The lines from the start of the records through the one containing "display:flex; align-items:center; gap:16px;" are to be restated word for word; please include both ends.
'''
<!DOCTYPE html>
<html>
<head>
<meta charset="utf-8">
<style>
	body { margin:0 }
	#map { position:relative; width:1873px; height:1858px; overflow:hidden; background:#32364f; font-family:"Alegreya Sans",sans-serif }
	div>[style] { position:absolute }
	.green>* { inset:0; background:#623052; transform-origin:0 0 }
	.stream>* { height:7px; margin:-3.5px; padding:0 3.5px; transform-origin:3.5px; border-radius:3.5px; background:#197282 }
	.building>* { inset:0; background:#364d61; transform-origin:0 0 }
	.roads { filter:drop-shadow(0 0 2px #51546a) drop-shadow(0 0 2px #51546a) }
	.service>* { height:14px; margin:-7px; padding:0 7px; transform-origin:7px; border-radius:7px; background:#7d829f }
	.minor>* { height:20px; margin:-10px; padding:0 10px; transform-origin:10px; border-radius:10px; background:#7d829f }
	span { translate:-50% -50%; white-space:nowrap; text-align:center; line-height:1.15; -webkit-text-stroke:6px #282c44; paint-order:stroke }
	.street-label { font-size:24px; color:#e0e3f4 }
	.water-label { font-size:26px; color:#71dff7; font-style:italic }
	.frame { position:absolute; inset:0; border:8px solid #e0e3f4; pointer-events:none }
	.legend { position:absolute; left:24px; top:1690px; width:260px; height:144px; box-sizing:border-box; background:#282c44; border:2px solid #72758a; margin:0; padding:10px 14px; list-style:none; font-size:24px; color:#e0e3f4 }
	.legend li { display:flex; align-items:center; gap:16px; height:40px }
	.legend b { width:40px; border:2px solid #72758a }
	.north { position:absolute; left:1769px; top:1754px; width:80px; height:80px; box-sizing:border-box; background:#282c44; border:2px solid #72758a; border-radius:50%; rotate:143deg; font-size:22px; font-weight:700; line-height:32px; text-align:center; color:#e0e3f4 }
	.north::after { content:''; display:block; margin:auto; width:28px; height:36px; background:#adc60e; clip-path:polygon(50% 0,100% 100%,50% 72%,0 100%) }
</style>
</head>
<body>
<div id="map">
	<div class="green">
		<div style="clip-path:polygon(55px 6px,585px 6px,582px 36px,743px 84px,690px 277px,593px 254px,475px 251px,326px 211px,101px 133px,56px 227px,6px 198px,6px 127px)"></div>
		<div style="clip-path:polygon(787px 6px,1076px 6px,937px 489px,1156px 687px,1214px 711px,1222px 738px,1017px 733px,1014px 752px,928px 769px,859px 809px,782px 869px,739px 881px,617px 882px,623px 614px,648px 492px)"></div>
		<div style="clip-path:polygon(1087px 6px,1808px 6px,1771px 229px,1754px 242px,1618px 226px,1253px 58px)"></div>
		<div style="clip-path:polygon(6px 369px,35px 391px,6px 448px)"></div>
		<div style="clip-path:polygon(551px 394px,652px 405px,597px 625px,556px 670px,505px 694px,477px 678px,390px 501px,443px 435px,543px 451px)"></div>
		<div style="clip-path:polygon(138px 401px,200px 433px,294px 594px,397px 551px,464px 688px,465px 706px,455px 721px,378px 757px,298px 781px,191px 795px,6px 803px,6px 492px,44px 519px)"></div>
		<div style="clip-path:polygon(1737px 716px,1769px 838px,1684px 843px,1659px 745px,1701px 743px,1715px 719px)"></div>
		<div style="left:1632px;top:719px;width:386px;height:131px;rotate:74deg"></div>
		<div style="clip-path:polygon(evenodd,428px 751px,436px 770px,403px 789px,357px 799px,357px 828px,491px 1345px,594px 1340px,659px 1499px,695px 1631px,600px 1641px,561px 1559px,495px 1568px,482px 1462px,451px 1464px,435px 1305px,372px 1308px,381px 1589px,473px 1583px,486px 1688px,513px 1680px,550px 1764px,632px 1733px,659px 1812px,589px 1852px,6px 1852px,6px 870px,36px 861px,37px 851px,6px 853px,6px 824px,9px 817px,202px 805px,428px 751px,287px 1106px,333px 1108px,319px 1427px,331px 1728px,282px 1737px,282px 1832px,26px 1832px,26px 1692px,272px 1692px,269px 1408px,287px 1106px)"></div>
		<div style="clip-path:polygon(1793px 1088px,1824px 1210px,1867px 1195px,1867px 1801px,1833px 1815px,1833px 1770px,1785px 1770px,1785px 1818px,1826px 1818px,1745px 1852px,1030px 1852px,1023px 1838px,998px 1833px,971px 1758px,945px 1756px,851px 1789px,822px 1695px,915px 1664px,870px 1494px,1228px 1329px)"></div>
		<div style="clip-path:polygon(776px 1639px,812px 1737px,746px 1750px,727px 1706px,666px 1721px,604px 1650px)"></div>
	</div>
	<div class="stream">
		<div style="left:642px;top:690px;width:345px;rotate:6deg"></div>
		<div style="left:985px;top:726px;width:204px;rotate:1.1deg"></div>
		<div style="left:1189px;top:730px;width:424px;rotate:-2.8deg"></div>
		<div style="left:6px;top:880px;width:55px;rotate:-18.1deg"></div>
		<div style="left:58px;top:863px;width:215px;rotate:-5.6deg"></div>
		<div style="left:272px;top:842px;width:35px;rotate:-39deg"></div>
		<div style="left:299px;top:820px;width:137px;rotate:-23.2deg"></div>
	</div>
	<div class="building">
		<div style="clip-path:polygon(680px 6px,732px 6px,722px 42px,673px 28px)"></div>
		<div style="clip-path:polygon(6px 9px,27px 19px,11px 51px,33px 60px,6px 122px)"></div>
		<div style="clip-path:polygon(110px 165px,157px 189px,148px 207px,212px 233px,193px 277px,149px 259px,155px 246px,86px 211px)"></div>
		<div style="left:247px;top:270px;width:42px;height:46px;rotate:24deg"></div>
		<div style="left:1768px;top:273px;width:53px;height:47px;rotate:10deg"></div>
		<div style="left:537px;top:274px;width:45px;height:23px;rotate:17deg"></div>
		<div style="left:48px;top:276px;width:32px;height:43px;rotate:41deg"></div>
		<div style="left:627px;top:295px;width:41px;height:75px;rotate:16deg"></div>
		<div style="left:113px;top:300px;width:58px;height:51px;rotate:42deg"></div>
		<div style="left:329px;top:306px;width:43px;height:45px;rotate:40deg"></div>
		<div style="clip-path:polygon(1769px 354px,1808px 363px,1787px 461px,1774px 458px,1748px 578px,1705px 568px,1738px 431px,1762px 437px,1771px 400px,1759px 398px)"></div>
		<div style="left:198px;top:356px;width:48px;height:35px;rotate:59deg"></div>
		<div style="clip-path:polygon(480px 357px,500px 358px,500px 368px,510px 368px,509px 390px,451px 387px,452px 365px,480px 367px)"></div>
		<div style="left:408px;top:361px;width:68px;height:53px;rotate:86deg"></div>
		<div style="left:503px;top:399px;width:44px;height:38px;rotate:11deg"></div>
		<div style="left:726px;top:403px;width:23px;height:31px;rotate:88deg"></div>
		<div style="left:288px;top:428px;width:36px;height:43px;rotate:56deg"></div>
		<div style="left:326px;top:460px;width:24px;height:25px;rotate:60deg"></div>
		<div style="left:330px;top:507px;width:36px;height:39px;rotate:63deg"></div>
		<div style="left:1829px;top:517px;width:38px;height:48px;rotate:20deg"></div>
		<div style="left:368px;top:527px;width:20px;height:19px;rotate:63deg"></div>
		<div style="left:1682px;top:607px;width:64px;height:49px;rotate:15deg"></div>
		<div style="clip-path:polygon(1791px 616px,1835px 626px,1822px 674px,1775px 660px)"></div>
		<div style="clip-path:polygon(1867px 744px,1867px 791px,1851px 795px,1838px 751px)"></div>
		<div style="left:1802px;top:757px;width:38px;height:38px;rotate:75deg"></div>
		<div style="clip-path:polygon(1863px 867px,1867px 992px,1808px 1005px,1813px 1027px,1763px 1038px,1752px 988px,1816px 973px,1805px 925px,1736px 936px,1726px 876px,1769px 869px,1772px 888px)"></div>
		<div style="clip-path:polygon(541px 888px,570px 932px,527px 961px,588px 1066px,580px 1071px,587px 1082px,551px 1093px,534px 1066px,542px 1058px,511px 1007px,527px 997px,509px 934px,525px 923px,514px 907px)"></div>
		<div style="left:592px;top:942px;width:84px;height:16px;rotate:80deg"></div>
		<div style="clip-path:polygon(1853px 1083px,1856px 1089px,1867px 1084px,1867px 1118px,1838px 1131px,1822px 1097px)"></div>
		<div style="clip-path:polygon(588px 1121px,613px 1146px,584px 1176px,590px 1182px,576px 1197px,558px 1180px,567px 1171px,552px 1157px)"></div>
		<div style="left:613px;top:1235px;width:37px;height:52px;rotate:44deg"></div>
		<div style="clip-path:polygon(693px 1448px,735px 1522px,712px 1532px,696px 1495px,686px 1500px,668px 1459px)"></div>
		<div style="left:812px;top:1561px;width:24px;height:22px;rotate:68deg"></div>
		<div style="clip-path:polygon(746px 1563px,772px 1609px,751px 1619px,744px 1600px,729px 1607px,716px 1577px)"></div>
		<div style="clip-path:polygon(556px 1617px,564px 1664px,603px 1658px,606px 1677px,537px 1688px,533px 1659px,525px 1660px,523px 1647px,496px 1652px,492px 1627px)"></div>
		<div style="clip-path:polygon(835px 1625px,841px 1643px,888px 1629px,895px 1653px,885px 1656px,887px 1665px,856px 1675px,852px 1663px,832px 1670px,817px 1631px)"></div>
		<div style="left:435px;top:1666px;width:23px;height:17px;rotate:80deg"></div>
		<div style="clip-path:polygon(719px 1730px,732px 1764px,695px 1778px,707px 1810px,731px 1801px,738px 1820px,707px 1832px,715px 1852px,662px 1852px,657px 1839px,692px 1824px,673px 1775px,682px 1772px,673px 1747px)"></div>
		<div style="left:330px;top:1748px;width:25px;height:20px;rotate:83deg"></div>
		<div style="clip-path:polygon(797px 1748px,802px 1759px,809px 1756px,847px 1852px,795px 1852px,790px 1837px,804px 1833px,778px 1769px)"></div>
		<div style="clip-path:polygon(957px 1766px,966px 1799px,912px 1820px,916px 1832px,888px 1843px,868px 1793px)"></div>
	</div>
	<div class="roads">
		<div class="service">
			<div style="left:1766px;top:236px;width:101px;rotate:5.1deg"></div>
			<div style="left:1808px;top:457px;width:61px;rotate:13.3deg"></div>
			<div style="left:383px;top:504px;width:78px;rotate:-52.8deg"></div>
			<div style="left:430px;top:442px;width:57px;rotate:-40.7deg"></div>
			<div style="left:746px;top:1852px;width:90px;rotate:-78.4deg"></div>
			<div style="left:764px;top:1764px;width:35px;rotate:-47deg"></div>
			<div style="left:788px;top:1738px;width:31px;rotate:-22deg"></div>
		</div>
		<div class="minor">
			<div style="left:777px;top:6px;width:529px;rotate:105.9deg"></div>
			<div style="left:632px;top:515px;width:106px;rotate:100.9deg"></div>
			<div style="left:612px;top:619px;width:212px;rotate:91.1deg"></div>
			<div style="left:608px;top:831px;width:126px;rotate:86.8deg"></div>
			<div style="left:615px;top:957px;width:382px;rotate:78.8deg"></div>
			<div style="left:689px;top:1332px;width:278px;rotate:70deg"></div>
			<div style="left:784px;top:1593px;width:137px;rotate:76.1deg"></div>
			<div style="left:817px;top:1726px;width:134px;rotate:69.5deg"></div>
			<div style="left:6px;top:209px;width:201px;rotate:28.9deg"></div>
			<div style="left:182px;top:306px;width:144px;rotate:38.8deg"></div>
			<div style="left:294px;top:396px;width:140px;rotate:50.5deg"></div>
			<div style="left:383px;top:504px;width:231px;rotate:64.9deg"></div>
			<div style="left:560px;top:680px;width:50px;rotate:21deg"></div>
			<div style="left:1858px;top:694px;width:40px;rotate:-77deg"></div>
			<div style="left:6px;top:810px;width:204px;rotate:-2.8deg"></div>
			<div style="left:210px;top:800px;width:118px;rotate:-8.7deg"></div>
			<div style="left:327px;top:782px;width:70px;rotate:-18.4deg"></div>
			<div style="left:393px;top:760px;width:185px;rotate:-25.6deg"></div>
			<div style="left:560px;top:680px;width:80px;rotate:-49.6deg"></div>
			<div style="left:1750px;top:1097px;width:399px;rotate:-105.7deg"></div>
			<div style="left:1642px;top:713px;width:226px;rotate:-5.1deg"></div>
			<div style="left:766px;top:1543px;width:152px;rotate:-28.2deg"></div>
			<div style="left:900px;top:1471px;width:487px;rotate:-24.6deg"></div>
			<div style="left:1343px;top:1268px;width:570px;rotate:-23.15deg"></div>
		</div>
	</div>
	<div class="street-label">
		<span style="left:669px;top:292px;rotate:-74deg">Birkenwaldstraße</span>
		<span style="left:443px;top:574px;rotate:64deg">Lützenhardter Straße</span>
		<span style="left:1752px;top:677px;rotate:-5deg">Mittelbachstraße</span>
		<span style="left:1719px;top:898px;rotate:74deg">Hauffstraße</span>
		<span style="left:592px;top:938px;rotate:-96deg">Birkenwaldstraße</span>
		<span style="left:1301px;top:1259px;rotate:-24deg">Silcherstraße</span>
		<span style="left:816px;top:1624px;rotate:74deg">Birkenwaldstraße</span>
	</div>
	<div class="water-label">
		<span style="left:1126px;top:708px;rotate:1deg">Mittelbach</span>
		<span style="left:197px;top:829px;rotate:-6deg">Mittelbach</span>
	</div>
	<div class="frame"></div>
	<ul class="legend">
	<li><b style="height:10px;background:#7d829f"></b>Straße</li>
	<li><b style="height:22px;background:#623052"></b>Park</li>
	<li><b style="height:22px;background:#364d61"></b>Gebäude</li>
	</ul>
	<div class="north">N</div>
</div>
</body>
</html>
'''
Response to the exercise:
<!DOCTYPE html>
<html>
<head>
<meta charset="utf-8">
<style>
	body { margin:0 }
	#map { position:relative; width:1873px; height:1858px; overflow:hidden; background:#32364f; font-family:"Alegreya Sans",sans-serif }
	div>[style] { position:absolute }
	.green>* { inset:0; background:#623052; transform-origin:0 0 }
	.stream>* { height:7px; margin:-3.5px; padding:0 3.5px; transform-origin:3.5px; border-radius:3.5px; background:#197282 }
	.building>* { inset:0; background:#364d61; transform-origin:0 0 }
	.roads { filter:drop-shadow(0 0 2px #51546a) drop-shadow(0 0 2px #51546a) }
	.service>* { height:14px; margin:-7px; padding:0 7px; transform-origin:7px; border-radius:7px; background:#7d829f }
	.minor>* { height:20px; margin:-10px; padding:0 10px; transform-origin:10px; border-radius:10px; background:#7d829f }
	span { translate:-50% -50%; white-space:nowrap; text-align:center; line-height:1.15; -webkit-text-stroke:6px #282c44; paint-order:stroke }
	.street-label { font-size:24px; color:#e0e3f4 }
	.water-label { font-size:26px; color:#71dff7; font-style:italic }
	.frame { position:absolute; inset:0; border:8px solid #e0e3f4; pointer-events:none }
	.legend { position:absolute; left:24px; top:1690px; width:260px; height:144px; box-sizing:border-box; background:#282c44; border:2px solid #72758a; margin:0; padding:10px 14px; list-style:none; font-size:24px; color:#e0e3f4 }
	.legend li { display:flex; align-items:center; gap:16px; height:40px }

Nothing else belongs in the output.